Consisting of six easy-to-use one-page guides and checklists that provide senior management with actionable measures to improve their organization’s cyber security, the tool box exists in seven languages and is based on existing frameworks, policies, and standards from around the globe.

“The guides are designed to be practical, actionable, and easy-to-use to maximize their benefit and impact on financial institutions’ cyber resilience”, according to Tim Maurer, Co-director of Carnegie’s Cyber Policy Initiative. “When used properly, these tools will prevent dangerous hacks to financial systems across the world.”

Karel De Kneef, Chief Security Officer, SWIFT said: “A global and collaborative approach to the cyber threat is absolutely key, which is why the development of this tool box marks a major step forward. Cyber security is the number one priority for SWIFT and its community of over 11,000 customers, and we aim to remain at the forefront of threat intelligence sharing and best practice initiatives such as these.”

“The concise cybersecurity toolkit of Carnegie is an efficient and effective way of checking a firm’s compliance with prevalent good practice and internationally accepted information security standards,” according to Frank Adelman, cyber risk expert at the International Monetary Fund.

Cheri McGuire, Chief Information Security Officer, Standard Chartered highlights, “Created using the collective experiences from leading cyber security practitioners, these guides are practical tools for senior executives managing cyber security risk and will help improve the cyber resilience of firms of all sizes across the global financial sector.”

“To effectively manage today’s evolving threat landscape, organizations must be agile and constantly adapt their cybersecurity program. This tool box will support these efforts in protecting the financial sector by sharing best practices in three critical areas: intelligence, resiliency and prevention. The guides are particularly beneficial for institutions that are actively building out their cybersecurity governance and operational programs,” noted Steven Silberstein, CEO of FS-ISAC.

“The work done by CEIP to help financial institutions better address cybersecurity is spot-on. Its multi-pronged approach to help banks and others implement industry best practices is easy to understand and will be of great value to thousands of small institutions. GCA congratulates CEIP on this initiative," said Philip Reitinger, Global Cyber Alliance President & CEO.
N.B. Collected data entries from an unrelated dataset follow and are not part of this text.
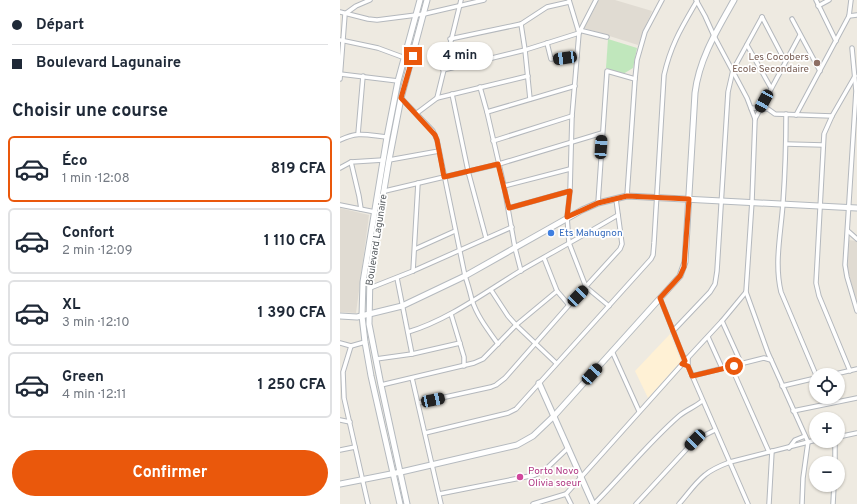 <!DOCTYPE html>
<html lang="fr">
<meta charset="utf-8">
<style>
:root{--surface:#fff;--page:#f2f2f3;--text:#1f2937;--muted:#747a83;--line:#e0e1e3;--accent:#ea580c}
body{margin:0;font-family:Overpass,sans-serif;background:var(--page);color:var(--text);height:100vh;display:flex;flex-direction:column;font-size:15px;white-space:nowrap}
*{box-sizing:border-box;margin:0}
p{font-size:13px;color:var(--muted)}
.icon{flex:none;width:22px;height:22px;fill:none;stroke:currentColor;stroke-width:2;stroke-linecap:round;stroke-linejoin:round}
.map{position:relative;flex:1;overflow:hidden}
.drawer{display:flex;flex-direction:column;background:var(--surface);width:340px}
.drawer>*{flex:none}
.hud{display:grid;align-content:center;height:88px;padding:0 12px;background:var(--surface)}
.controls{position:absolute;left:469px;top:368px;display:grid;gap:8px}
.controls a{display:grid;place-items:center;width:36px;height:36px;border-radius:50%;background:var(--surface);box-shadow:0 1px 3px #0004;font-size:20px}
.end{position:absolute;width:18px;height:18px;margin:-9px;border:5px solid #ea580c;background:#fff;box-shadow:0 0 0 2px #fff}
.from{border-radius:50%}
.bubble{position:absolute;height:28px;border-radius:14px;background:var(--surface);box-shadow:0 1px 3px #0004;font-size:13px;font-weight:700;line-height:28px;text-align:center}
.car{position:absolute;width:12px;height:24px;margin:-12px -6px;border-radius:5px;box-shadow:0 0 3px 1px #0007;background:linear-gradient(#222 24%,#8ab4d8 0 40%,#222 0 76%,#8ab4d8 0 86%,#222 0)}
.hud b{display:flex;align-items:center;gap:14px;height:38px;font-size:15px}
.hud b+b{border-top:1px solid var(--line)}
.hud i{width:10px;height:10px;background:var(--text)}
ul{padding:0;list-style:none}
li{display:flex;align-items:center;gap:12px;height:66px;margin:0 8px 6px;padding:0 4px;border:2px solid var(--line);border-radius:6px}
li div{flex:1}
li b{display:block;font-size:15px}
li em{font-style:normal;font-weight:700}
li.selected{border-color:var(--accent)}
li>.icon{width:36px;height:36px;stroke-width:1.5}
h2{padding:0 12px;font-size:18px;line-height:48px}
.cta{display:flex;gap:8px;margin-top:auto;padding:8px 12px}
.cta a{flex:1;height:46px;border-radius:24px;background:var(--accent);color:#fff;font-size:16px;font-weight:700;line-height:46px;text-align:center}
main{display:flex;flex:1;min-height:0}
.map>svg:first-child{display:block}
.commercial{fill:#fff1d5}
.education{fill:#e0dbd2}
.green{fill:#c0e7bc}
.lines{fill:none;stroke-linecap:round;stroke-linejoin:round}
.street-casing{stroke:#b4b8bd;stroke-width:5.5}
.secondary-casing{stroke:#b5babf;stroke-width:7}
.street{stroke:#fff;stroke-width:3.5}
.secondary{stroke:#fff;stroke-width:5}
.route{stroke:#ea580c;stroke-width:5}
.education-dot{fill:#8d6e63;stroke:#fff;stroke-width:1.5}
.shop-dot{fill:#3f7fe0;stroke:#fff;stroke-width:1.5}
.hotel-dot{fill:#d1479c;stroke:#fff;stroke-width:1.5}
.labels{text-anchor:middle;dominant-baseline:central;stroke-width:3.5;stroke-linejoin:round;paint-order:stroke}
.education-label{font-size:10px;fill:#785e54;stroke:#fff;text-anchor:end}
.shop-label{font-size:10px;fill:#366cbe;stroke:#fff;text-anchor:start}
.street-label{font-size:10px;fill:#5a5f63;stroke:#fff}
.hotel-label{font-size:10px;fill:#b23c85;stroke:#fff;text-anchor:start}
</style>
<main>
<section class="drawer">
<div class="hud">
<b><i class="from"></i>Départ</b>
<b><i></i>Boulevard Lagunaire</b>
</div>
<h2>Choisir une course</h2>
<ul>
<li class="selected"><svg class="icon" aria-label="car" viewBox="0 0 24 24"><path d="M5 17H2v-5l4-1 3-4h7l3 4 3 1v5h-3M9 17h6M6 11h13"/><circle cx="7" cy="17" r="2"/><circle cx="17" cy="17" r="2"/></svg><div><b>Éco</b><p>1 min · 12:08</p></div><em>819 CFA</em></li>
<li><svg class="icon" aria-label="car" viewBox="0 0 24 24"><path d="M5 17H2v-5l4-1 3-4h7l3 4 3 1v5h-3M9 17h6M6 11h13"/><circle cx="7" cy="17" r="2"/><circle cx="17" cy="17" r="2"/></svg><div><b>Confort</b><p>2 min · 12:09</p></div><em>1 110 CFA</em></li>
<li><svg class="icon" aria-label="car" viewBox="0 0 24 24"><path d="M5 17H2v-5l4-1 3-4h7l3 4 3 1v5h-3M9 17h6M6 11h13"/><circle cx="7" cy="17" r="2"/><circle cx="17" cy="17" r="2"/></svg><div><b>XL</b><p>3 min · 12:10</p></div><em>1 390 CFA</em></li>
<li><svg class="icon" aria-label="car" viewBox="0 0 24 24"><path d="M5 17H2v-5l4-1 3-4h7l3 4 3 1v5h-3M9 17h6M6 11h13"/><circle cx="7" cy="17" r="2"/><circle cx="17" cy="17" r="2"/></svg><div><b>Green</b><p>4 min · 12:11</p></div><em>1 250 CFA</em></li>
</ul>
<div class="cta"><a>Confirmer</a></div>
</section>
<div class="map">
<svg width="517" height="504" viewBox="0 0 517 504">
<rect width="100%" height="100%" fill="#eeeae1"/>
<path class="commercial" d="M 330,334 L 341,361 L 308,398 L 295,371 Z"/>
<g class="education">
<path d="M 259,0 L 275,0 L 312,11 L 298,45 L 244,28 Z"/>
<path d="M 0,208 L 29,215 L 16,313 L 0,312 Z"/>
<path d="M 508,240 L 517,241 L 517,305 L 506,263 Z"/>
</g>
<path class="green" d="M 268,39 L 297,48 L 293,68 L 283,74 L 266,68 Z"/>
<g class="lines">
<defs>
<g id="street">
<path d="M 229,0 L 239,33 L 232,116 L 230,191 L 227,217 L 229,243 L 246,287 L 269,306"/>
<path d="M 476,0 L 496,41"/>
<path d="M 478,6 L 489,0"/>
<path d="M 0,12 L 28,19 L 37,20 L 84,14 L 144,0"/>
<path d="M 509,16 L 517,15"/>
<path d="M 422,17 L 445,61"/>
<path d="M 452,19 L 480,71"/>
<path d="M 181,24 L 185,50 L 190,99"/>
<path d="M 239,30 L 267,37"/>
<path d="M 110,39 L 181,24 L 207,7 L 229,2"/>
<path d="M 0,40 L 38,48 L 65,58"/>
<path d="M 207,43 L 211,59 L 237,56"/>
<path d="M 407,45 L 431,88"/>
<path d="M 512,48 L 516,91 L 505,265 L 507,277 L 517,311"/>
<path d="M 103,70 L 185,50 L 239,33 L 256,0"/>
<path d="M 0,74 L 58,81"/>
<path d="M 0,79 L 5,14 L 16,6 L 30,0"/>
<path d="M 140,87 L 147,112 L 164,186 L 175,248 L 181,271"/>
<path d="M 112,94 L 128,171 L 146,238"/>
<path d="M 61,98 L 93,131 L 97,140 L 125,276 C 128,284 130,292 132,300 C 137,316 148,330 158,344"/>
<path d="M 97,98 L 121,0"/>
<path d="M 411,108 L 428,109 L 435,114 L 492,116"/>
<path d="M 147,112 L 235,86"/>
<path d="M 77,113 L 97,98 L 188,76"/>
<path d="M 446,114 C 446,144 445,174 443,203 C 441,233 434,263 441,292 L 476,375"/>
<path d="M 456,115 L 509,16 L 511,0"/>
<path d="M 415,119 L 460,35"/>
<path d="M 18,134 L 23,76"/>
<path d="M 0,140 C 18,131 27,135 47,137"/>
<path d="M 153,141 L 232,116"/>
<path d="M 446,144 L 483,145"/>
<path d="M 49,160 L 99,151"/>
<path d="M 11,162 L 19,196 L 21,209"/>
<path d="M 0,168 L 11,162 L 43,160"/>
<path d="M 164,186 L 230,169"/>
<path d="M 45,191 L 159,164 L 262,133"/>
<path d="M 287,196 L 295,79 L 297,60 L 305,32 L 322,0"/>
<path d="M 258,203 L 267,71 L 295,79"/>
<path d="M 0,205 L 35,212"/>
<path d="M 169,208 L 230,191"/>
<path d="M 508,231 L 517,239"/>
<path d="M 75,249 L 115,231"/>
<path d="M 204,258 L 217,291 L 229,305"/>
<path d="M 73,271 L 78,183"/>
<path d="M 57,278 L 72,354"/>
<path d="M 30,288 L 73,271 L 172,227"/>
<path d="M 151,290 L 168,316 L 176,325 L 216,363"/>
<path d="M 406,292 L 428,353 L 468,442 L 463,478 L 462,504"/>
<path d="M 320,298 L 345,361"/>
<path d="M 111,314 L 124,357 L 124,366"/>
<path d="M 382,321 L 401,363"/>
<path d="M 333,331 L 370,292 L 375,284 L 377,271 L 388,92 L 393,70 L 422,17"/>
<path d="M 68,332 C 108,320 144,293 180,271 C 213,252 246,234 278,215"/>
<path d="M 368,337 L 382,368"/>
<path d="M 0,343 L 11,346 L 25,342"/>
<path d="M 11,346 L 3,372 L 4,398 L 28,504"/>
<path d="M 272,351 L 299,411"/>
<path d="M 348,358 L 348,366 L 408,504"/>
<path d="M 36,359 L 72,354 L 120,343"/>
<path d="M 388,368 L 394,373 L 429,452"/>
<path d="M 510,371 L 479,296 L 476,283 L 484,134 L 492,116 L 515,76"/>
<path d="M 491,375 L 517,369"/>
<path d="M 352,376 L 424,358 L 431,360"/>
<path d="M 72,378 L 101,504"/>
<path d="M 41,385 L 134,363 L 143,359 L 176,325 L 217,291"/>
<path d="M 442,386 L 476,378"/>
<path d="M 78,403 L 151,387 L 156,385 L 165,378 L 229,305 L 280,249 L 282,244 L 276,199"/>
<path d="M 453,411 L 517,398"/>
<path d="M 0,420 L 10,422"/>
<path d="M 85,433 L 168,413 L 176,409 L 311,259 L 313,255 L 314,243 L 324,75 C 331,44 342,27 357,1"/>
<path d="M 498,437 L 517,433"/>
<path d="M 449,448 L 455,440 L 465,436"/>
<path d="M 0,450 L 15,447"/>
<path d="M 495,463 L 495,441"/>
<path d="M 99,494 L 195,475 L 206,469 L 228,448"/>
<path d="M 226,494 L 231,504"/>
<path d="M 193,504 L 226,494 L 345,361 L 382,321 L 406,292 L 412,201 L 415,119 L 407,98 L 374,36 L 365,16 L 356,0"/>
<path d="M 254,504 C 283,475 308,443 339,416 C 346,410 355,407 362,401"/>
<path d="M 296,504 L 355,440 L 375,430"/>
<path d="M 339,504 C 347,495 355,483 365,475 C 372,469 382,465 390,462 L 476,440"/>
<path d="M 429,504 L 432,451"/>
<path d="M 493,504 L 494,485"/>
</g>
<g id="secondary">
<path d="M 0,316 L 17,317 L 62,306 L 125,276 L 242,210 L 258,203 L 287,196 L 517,208"/>
<path d="M 199,383 L 253,504"/>
<path d="M 0,484 L 61,472 L 177,445 L 193,436 L 214,416 L 340,276 L 345,262 L 355,93 C 359,59 377,30 394,0"/>
<path d="M 60,504 L 31,376 L 25,342 L 22,316 L 23,282 L 47,137 L 58,81 L 80,0"/>
<path d="M 67,504 L 41,385 L 29,324 L 30,273 L 49,160 L 61,98 L 87,0"/>
</g>
</defs>
<use href="#street" class="street-casing"/>
<use href="#secondary" class="secondary-casing"/>
<use href="#street" class="street"/>
<use href="#secondary" class="secondary"/>
</g>
<g class="lines">
<path class="route" d="M 73,56 L 61,98 L 95,135 L 97,140 L 104,177 L 158,164 L 169,208 L 230,191 L 227,217 L 258,203 L 287,196 L 349,199 L 344,267 L 340,276 L 320,298 L 345,361 L 342,364 L 348,366 L 352,376 L 394,366"/>
</g>
<circle class="education-dot" cx="477" cy="63" r="4"/>
<circle class="shop-dot" cx="211" cy="233" r="4"/>
<circle class="hotel-dot" cx="180" cy="477" r="4"/>
<g class="labels">
<g class="education-label">
<text x="469" y="57">Les Cocobers<tspan x="469" dy="12">Ecole Secondaire</tspan></text>
</g>
<g class="shop-label">
<text x="219" y="233">Ets Mahugnon</text>
</g>
<g class="street-label">
<text transform="translate(37 240) rotate(-81)">Boulevard Lagunaire</text>
</g>
<g class="hotel-label">
<text x="188" y="471">Porto Novo<tspan x="188" dy="12">Olivia soeur</tspan></text>
</g>
</g>
</svg>
<div class="controls">
<a><svg class="icon" aria-label="locate" viewBox="0 0 24 24"><circle cx="12" cy="12" r="6"/><path d="M12 2v4M12 18v4M2 12h4M18 12h4"/></svg></a>
<a>+</a>
<a>−</a>
</div>
<i class="end from" style="left:394px;top:366px"></i>
<i class="end" style="left:73px;top:56px"></i>
<div class="bubble" style="left:87px;top:42px;width:66px">4 min</div>
<i class="car" style="left:225px;top:58px;rotate:262deg"></i>
<i class="car" style="left:424px;top:101px;rotate:208deg"></i>
<i class="car" style="left:261px;top:147px;rotate:4deg"></i>
<i class="car" style="left:238px;top:296px;rotate:44deg"></i>
<i class="car" style="left:252px;top:374px;rotate:42deg"></i>
<i class="car" style="left:93px;top:400px;rotate:78deg"></i>
<i class="car" style="left:355px;top:440px;rotate:224deg"></i>
</div>
</main>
“The Toolkit is an accessible way for financial institutions to improve their resiliency and be more agile in the face of growing cyber threats around the globe. The Cyber Readiness Institute is pleased to partner with Carnegie on this important effort and looks forward to continued collaboration as our organizations work together to help companies of all sizes become more cyber ready," added Kiersten Todt, Managing Director of the Cyber Readiness Institute.

The toolkit is the result of a year of work and engagement with experts in government and industry ranging from central banks to cybersecurity agencies and international bodies including the International Monetary Fund, the Financial Services Information Sharing and Analysis Center (FS-ISAC), and SWIFT.

The Tool Box contains: (1) Board-Level Guide: Cybersecurity Leadership; (2) CEO-Level Guide: Cybersecurity Leadership; (3) CISO-Level Guide: Protecting Your Organization; (4) CISO-Level Guide: Protecting Your Customers; (5) CISO-Level Guide: Protecting Connections to Third Parties; and (6) Incident Response Guide - each accompanied by a checklist and a supplementary report detailing the various standards and policies that informed the development of the tool box.

The Tool Box is freely available on the Carnegie Endowment website. In addition to English, the guides and checklists are available in Arabic, Dutch, Spanish, French, Portuguese and Russian.

To help disseminate the tool box, the Carnegie Endowment is partnering with several leading institutions in the field. Working with their clients and members around the world, the multilingual took box is designed to help improve the cyber resilience of the global financial system and the cyber hygiene of financial institutions and their customers alike.